What needs to be done:
Print every line from the start of the data, and when you reach the line with "position:absolute; right:15px; top:15px;", include it and stop. Pictures are not part of the copy.

Items listed in a dataset:
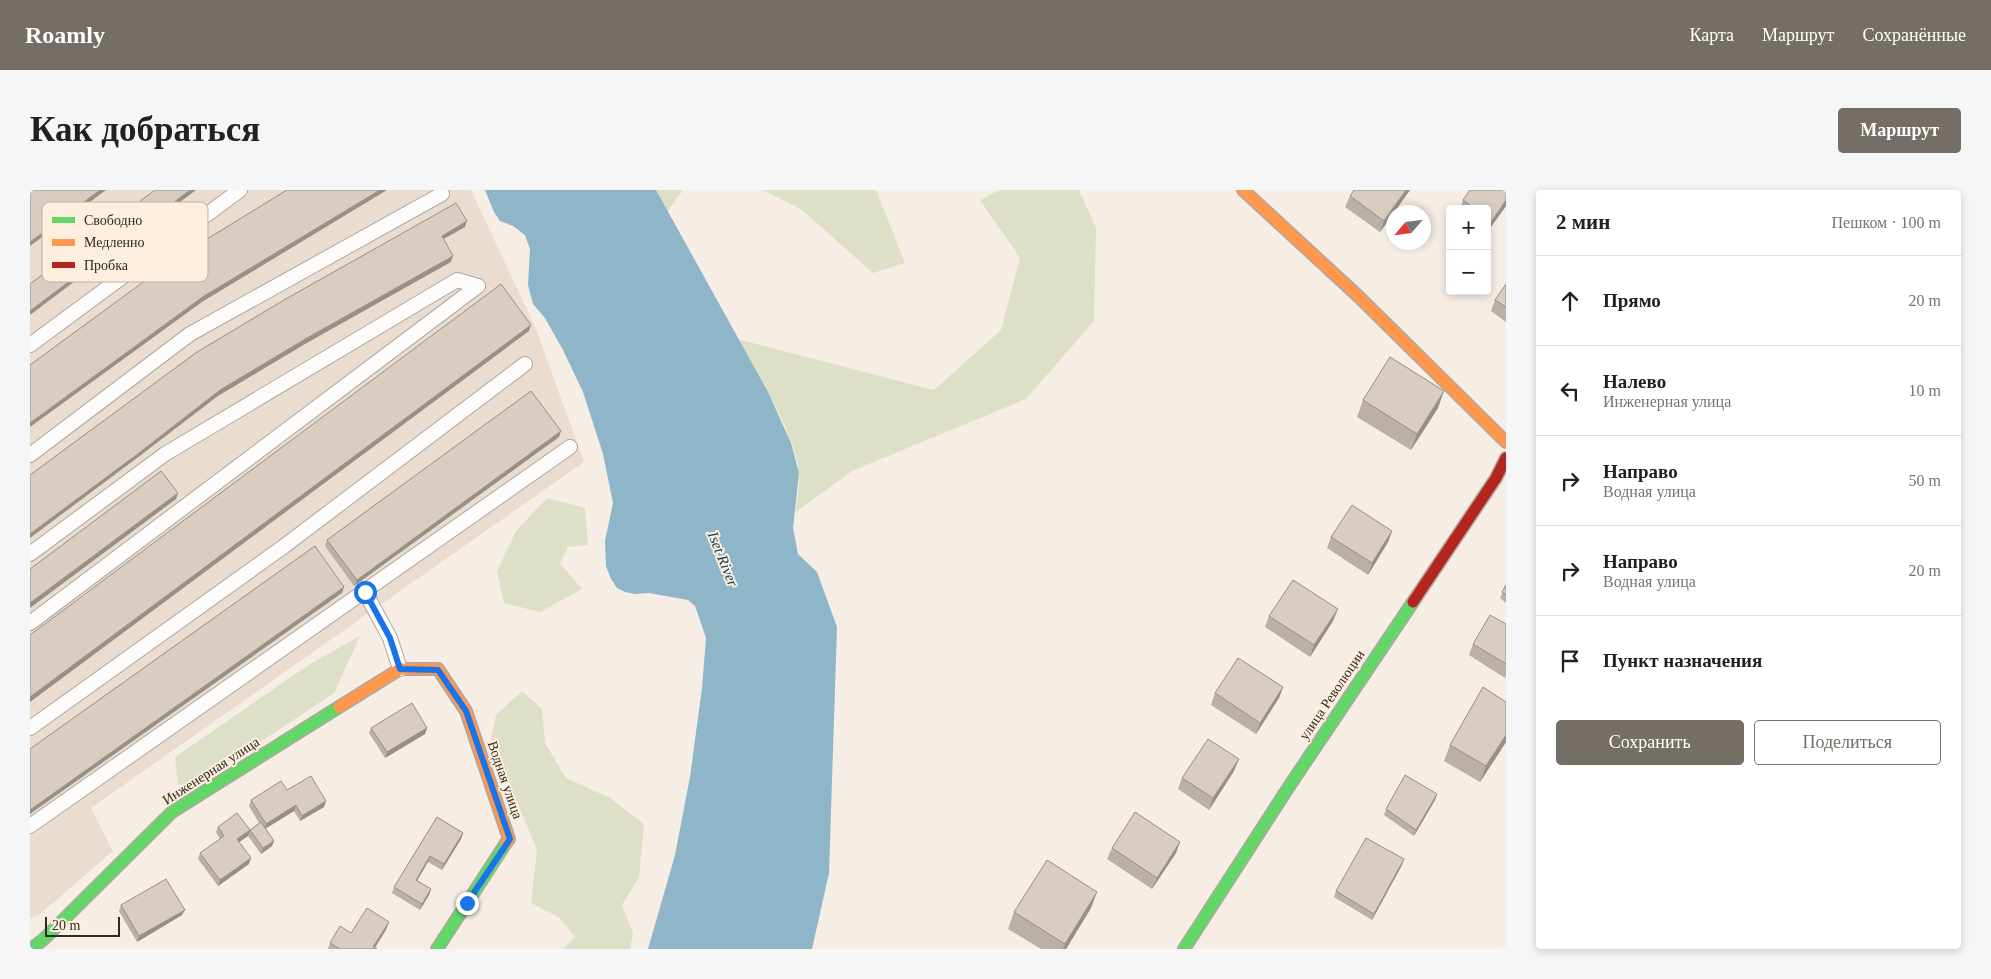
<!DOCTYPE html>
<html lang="ru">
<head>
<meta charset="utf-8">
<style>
	body { margin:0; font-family:"Times New Roman",serif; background:#f6f6f6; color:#202124 }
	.controls { position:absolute; right:15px; top:15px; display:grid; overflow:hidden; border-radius:5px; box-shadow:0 2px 8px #0003 }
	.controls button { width:45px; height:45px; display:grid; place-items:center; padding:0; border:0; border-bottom:1px solid #e0e0e0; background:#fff; color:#202124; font:25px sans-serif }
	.compass { position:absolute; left:1356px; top:15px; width:45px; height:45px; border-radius:50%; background:#fff; box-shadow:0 2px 8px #0003; rotate:242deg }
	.scale { position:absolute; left:15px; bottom:12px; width:75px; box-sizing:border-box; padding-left:5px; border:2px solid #2f2a23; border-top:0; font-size:14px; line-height:18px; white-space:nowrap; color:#2f2a23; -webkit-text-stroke:4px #fdeedd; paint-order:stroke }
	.stop { position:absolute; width:15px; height:15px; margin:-11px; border:4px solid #1a73e8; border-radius:50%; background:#fff }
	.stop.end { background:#1a73e8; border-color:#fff; box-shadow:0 1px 5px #0008 }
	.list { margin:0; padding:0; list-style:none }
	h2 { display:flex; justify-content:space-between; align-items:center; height:65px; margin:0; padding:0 20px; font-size:21px }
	h2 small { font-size:16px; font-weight:400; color:#757577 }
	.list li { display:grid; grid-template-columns:32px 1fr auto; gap:15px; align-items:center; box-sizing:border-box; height:90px; padding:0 20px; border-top:1px solid #e0e0e0 }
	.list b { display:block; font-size:19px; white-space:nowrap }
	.list p { margin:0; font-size:16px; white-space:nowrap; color:#757577 }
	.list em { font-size:16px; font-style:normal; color:#757577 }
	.actions { display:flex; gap:10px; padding:15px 20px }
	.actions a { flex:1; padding:11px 0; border:1px solid #756e67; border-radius:5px; text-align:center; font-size:18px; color:#756e67 }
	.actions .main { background:#756e67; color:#fff }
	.icon { flex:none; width:28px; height:28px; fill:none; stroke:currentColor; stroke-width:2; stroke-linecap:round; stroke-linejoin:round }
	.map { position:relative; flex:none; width:1476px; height:759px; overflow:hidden; border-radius:5px }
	header { display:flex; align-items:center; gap:30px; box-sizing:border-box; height:70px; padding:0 25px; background:#756e67; color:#fff }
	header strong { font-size:24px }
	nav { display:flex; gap:28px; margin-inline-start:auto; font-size:18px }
	.intro { display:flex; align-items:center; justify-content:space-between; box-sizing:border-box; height:120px; padding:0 30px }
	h1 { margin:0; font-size:35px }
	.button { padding:12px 22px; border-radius:5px; background:#756e67; color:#fff; font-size:18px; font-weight:700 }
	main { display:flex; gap:30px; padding:0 30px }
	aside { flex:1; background:#fff; border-radius:5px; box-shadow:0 2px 8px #0003 }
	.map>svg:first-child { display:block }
	.industrial { fill:#eaddd0 }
	.green { fill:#dde0c6 }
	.water { fill:#8eb5c8 }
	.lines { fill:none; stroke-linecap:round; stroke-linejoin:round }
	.lane-casing { stroke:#aea8a1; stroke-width:16 }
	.fast-casing { stroke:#aea8a1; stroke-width:14 }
	.slow-casing { stroke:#aea8a1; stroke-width:14 }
	.jam-casing { stroke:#aea8a1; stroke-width:14 }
	.lane { stroke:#fefcfb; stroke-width:14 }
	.fast { stroke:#63d668; stroke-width:11 }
	.slow { stroke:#ff974d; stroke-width:11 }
	.jam { stroke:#b3261e; stroke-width:11 }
	.wall { fill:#bab0a5 }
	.shaded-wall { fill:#979086 }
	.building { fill:#d8cdc0; stroke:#979086 }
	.route { stroke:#1a73e8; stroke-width:6 }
	.labels { text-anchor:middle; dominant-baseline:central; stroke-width:4; stroke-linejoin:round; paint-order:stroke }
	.street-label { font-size:14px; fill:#2f2a23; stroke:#fdeedd }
	.water-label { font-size:15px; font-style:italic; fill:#0f4158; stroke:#fdeedd }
	.key { fill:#fdeedd; stroke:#bfb3a5; stroke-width:1 }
	.key-label { font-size:14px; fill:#2f2a23 }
</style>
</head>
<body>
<header>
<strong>Roamly</strong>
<nav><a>Карта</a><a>Маршрут</a><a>Сохранённые</a></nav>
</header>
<div class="intro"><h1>Как добраться</h1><a class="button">Маршрут</a></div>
<main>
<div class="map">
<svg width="1476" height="759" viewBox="0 0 1476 759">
	<rect width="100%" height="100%" fill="#f6ede4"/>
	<!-- industrial -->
	<polygon class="industrial" points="0,0 441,0 506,139 554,272 61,618 83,661 9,725 0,729"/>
	<!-- green -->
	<g class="green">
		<polygon points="626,0 653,0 637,22"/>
		<polygon points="733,0 846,0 875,73 843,83 771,19"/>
		<path d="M970,0H1049L1066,38L1064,131L996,209L822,281L766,322C767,309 770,296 769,284C767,246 726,182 707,149L904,200L971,140L990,68L950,10Z"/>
		<polygon points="517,308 555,318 558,355 538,357 530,373 552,399 510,422 474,413 467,381 486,341"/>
		<polygon points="330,446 304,503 176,588 148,595 145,567 280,474"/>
		<polygon points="492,501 512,519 515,553 536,588 580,608 614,634 609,687 592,715 603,743 600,759 533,759 545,747 529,727 501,713 507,660 461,550 466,525"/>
	</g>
	<!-- water -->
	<polygon class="water" points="455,0 626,0 738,202 761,253 769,283 763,338 768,364 787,382 807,437 799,683 782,759 618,759 645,665 660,587 672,498 676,448 665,416 658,410 619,403 605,404 595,402 587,398 581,389 576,376 575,351 583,313 573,264 553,202 533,160 515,128 503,114 498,95 500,59 495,45 483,36 470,31 464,22"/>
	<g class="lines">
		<defs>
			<g id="lane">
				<polyline points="0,155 210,0"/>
				<polyline points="0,265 160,144 412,4"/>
				<polyline points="0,364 135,264 427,90 448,96"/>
				<polyline points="335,402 360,448 370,479"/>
				<polyline points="0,433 448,96"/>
				<polyline points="0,538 253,357 495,174"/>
				<polyline points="0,636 540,257"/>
			</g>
			<g id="fast">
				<polyline points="1,759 14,749 142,622 309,517"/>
				<polyline points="407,759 476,653"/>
				<polyline points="1154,759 1260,595 1383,412"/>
			</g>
			<g id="slow">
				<polyline points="1213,0 1328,106 1476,252"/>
				<polyline points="309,517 370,479 408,479 436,521 479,649 476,653"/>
			</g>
			<polyline id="jam" points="1383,412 1466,288 1476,268"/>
		</defs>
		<!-- lane casing -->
		<use href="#lane" class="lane-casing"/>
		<!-- fast casing -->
		<use href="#fast" class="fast-casing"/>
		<!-- slow casing -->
		<use href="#slow" class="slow-casing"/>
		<!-- jam casing -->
		<use href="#jam" class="jam-casing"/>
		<!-- lane -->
		<use href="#lane" class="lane"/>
		<!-- fast -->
		<use href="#fast" class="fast"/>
		<!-- slow -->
		<use href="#slow" class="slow"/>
		<!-- jam -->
		<use href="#jam" class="jam"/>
	</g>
	<!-- wall -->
	<g class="wall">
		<polygon points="1324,0 1380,0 1350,42 1315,17 1320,6"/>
		<polygon points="1476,0 1476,16 1457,42 1457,19 1430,19 1433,10"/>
		<polygon points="1476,94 1476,132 1461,121 1465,110"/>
		<polygon points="1333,210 1408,218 1381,260 1327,227"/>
		<polygon points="529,247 324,396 295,356 297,350"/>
		<polygon points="1362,341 1358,352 1338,385 1297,358 1301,347"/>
		<polygon points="1476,395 1476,413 1470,408"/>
		<polygon points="1239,426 1303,431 1280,467 1235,437"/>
		<polygon points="1476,434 1476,486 1475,488 1439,465 1443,454"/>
		<polygon points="1253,497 1249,508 1226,544 1181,515 1185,503"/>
		<polygon points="1476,512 1476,552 1450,592 1414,571 1420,555"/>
		<polygon points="341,538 397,538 395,544 355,568 339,543"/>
		<polygon points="1204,581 1179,620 1148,599 1152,588"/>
		<polygon points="257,600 296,611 294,617 270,631 264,621 235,639 244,651 242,656 231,664 218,646 209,652 219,674 188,696 168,669 170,663 190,649 186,642 188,637 220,640 229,633 219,616 221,610"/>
		<polygon points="1407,604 1405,610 1384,646 1354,625 1356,619"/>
		<polygon points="407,627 433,643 431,649 412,680 398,672 387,690 401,699 399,705 390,720 362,703 364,697"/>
		<polygon points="1082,658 1146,663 1122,699 1077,669"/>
		<polygon points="1372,675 1342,730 1304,707 1306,701"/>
		<polygon points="91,715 152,725 107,752 89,721"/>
		<polygon points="1061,718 1036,759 1011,759 978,739 984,722"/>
		<polygon points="357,738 345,758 347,759 298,759 300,753 321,743"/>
	</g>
	<!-- shaded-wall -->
	<g class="shaded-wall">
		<polygon points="70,0 76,0 0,56 0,52"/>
		<polygon points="160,0 166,0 0,125 0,121"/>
		<polygon points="350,0 357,0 172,112 0,237 0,233 174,106"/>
		<polygon points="1376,0 1380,0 1350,42 1354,31"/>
		<polygon points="1476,10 1476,16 1457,42 1462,31"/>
		<polygon points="437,31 435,37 410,51 412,46"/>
		<polygon points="423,66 421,72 275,154 188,206 107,268 0,348 0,344 190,200 277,148"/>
		<polygon points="501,135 499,141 0,512 0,507"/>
		<polygon points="1414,201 1408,218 1381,260 1387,244"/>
		<polygon points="531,241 529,247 324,396 327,390"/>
		<polygon points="148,303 146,309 0,418 0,413"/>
		<polygon points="1362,341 1358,352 1338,385 1342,373"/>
		<polygon points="314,397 312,403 0,624 0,620"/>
		<polygon points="1308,419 1303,431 1280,467 1284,455"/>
		<polygon points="1253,497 1249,508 1226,544 1230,533"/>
		<polygon points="397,538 395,544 355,568 357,562"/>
		<polygon points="1476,545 1476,552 1450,592 1456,576"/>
		<polygon points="1209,569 1204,581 1179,620 1183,608"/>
		<polygon points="1407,604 1405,610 1384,646 1386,640"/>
		<polygon points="296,611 294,617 270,631 272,626"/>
		<polygon points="266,615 264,621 233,640 236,634"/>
		<polygon points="220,640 218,646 205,655 207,649"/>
		<polygon points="433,643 431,649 412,680 414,674"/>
		<polygon points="244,651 242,656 231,664 233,658"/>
		<polygon points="1150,652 1146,663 1122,699 1127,688"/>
		<polygon points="400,666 398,672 384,696 386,690"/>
		<polygon points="221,668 219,674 188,696 190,690"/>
		<polygon points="1374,669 1372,675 1342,730 1344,724"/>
		<polygon points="401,699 399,705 390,720 392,714"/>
		<polygon points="1067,702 1061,718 1036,759 1033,759 1035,754"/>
		<polygon points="155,720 152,725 107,752 109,746"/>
		<polygon points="359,732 357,738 344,759 343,757"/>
	</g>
	<!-- building -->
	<g class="building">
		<polygon points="0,0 70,0 0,52"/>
		<polygon points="125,0 160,0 0,121 0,94"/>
		<polygon points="257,0 350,0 174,106 0,233 0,175 146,68"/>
		<polygon points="1324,0 1376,0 1354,31 1320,6"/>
		<polygon points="1440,0 1476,0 1476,10 1462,31 1457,28 1457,19 1445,19 1433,10"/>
		<polygon points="426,13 437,31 412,46 423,66 277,148 190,200 109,263 0,344 0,285 167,162 254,110"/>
		<polygon points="471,94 501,135 0,507 0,445"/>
		<polygon points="1476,94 1476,117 1465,110"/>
		<polygon points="1360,167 1414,201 1387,244 1333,210"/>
		<polygon points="501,201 531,241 327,390 297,350"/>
		<polygon points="131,281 148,303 0,413 0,379"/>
		<polygon points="1322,315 1362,341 1342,373 1301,347"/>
		<polygon points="285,356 314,397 0,620 0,559"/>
		<polygon points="1263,390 1308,419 1284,455 1239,426"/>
		<polygon points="1476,395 1476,405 1472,402"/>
		<polygon points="1460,425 1476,434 1476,474 1443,454"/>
		<polygon points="1208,468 1253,497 1230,533 1185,503"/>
		<polygon points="1453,497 1476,512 1476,545 1456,576 1420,555"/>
		<polygon points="382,513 397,538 357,562 341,538"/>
		<polygon points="1178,549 1209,569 1183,608 1152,588"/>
		<polygon points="1375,585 1407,604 1386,640 1356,619"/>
		<polygon points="281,586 296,611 272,626 266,615 236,634 221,610 251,591 257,600"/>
		<polygon points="1105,622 1150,652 1127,688 1082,658"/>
		<polygon points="207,623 220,640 231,632 244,651 233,658 220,640 207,649 221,668 190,690 170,663 194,646 188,637"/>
		<polygon points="407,627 433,643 414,674 400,666 386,690 401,699 392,714 364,697"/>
		<polygon points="1336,648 1374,669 1344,724 1306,701"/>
		<polygon points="1017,670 1067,702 1035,754 984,722"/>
		<polygon points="136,689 155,720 109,746 91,715"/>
		<polygon points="337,718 359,732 343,757 347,759 310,759 300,753 310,736 321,743"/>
	</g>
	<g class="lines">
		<!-- route -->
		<polyline class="route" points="335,402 360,448 370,479 408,480 436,521 480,649 437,713"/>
	</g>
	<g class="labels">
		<!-- street labels -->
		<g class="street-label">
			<text transform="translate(1302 505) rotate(-56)">улица Революции</text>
			<text transform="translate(181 581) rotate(-33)">Инженерная улица</text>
			<text transform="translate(475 590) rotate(71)">Водная улица</text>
		</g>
		<!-- water labels -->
		<g class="water-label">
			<text transform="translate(693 369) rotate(68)">Iset River</text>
		</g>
	</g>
	<!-- legend -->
	<rect x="12" y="12" width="166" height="80" rx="8" class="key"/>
	<rect x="22" y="27" width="23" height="6" fill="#63d668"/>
	<rect x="22" y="49" width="23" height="7" fill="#ff974d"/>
	<rect x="22" y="72" width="23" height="6" fill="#b3261e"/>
	<g class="key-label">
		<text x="54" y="35">Свободно</text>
		<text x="54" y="57">Медленно</text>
		<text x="54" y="80">Пробка</text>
	</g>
</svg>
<div class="controls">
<button>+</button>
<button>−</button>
</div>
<svg class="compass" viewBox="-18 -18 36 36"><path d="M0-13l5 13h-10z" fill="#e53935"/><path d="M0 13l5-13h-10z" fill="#757577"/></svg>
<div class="scale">20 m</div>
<div class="stop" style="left:335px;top:402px"></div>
<div class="stop end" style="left:437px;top:713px"></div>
</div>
<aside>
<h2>2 мин<small>Пешком · 100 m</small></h2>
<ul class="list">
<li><svg class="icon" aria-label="ahead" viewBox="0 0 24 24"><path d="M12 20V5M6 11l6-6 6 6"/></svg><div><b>Прямо</b></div><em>20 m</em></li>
<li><svg class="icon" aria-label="left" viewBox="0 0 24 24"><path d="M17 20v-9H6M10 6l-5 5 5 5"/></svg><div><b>Налево</b><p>Инженерная улица</p></div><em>10 m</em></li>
<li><svg class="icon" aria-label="right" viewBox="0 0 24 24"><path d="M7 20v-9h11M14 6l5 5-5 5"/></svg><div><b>Направо</b><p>Водная улица</p></div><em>50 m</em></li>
<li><svg class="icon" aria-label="right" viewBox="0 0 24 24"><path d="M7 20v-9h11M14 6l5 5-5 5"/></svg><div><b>Направо</b><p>Водная улица</p></div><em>20 m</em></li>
<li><svg class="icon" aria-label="arrive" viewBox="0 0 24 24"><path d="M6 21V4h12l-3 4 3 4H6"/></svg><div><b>Пункт назначения</b></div></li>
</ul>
<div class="actions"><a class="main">Сохранить</a><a>Поделиться</a></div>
</aside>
</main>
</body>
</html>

Answer box:
<!DOCTYPE html>
<html lang="ru">
<head>
<meta charset="utf-8">
<style>
	body { margin:0; font-family:"Times New Roman",serif; background:#f6f6f6; color:#202124 }
	.controls { position:absolute; right:15px; top:15px; display:grid; overflow:hidden; border-radius:5px; box-shadow:0 2px 8px #0003 }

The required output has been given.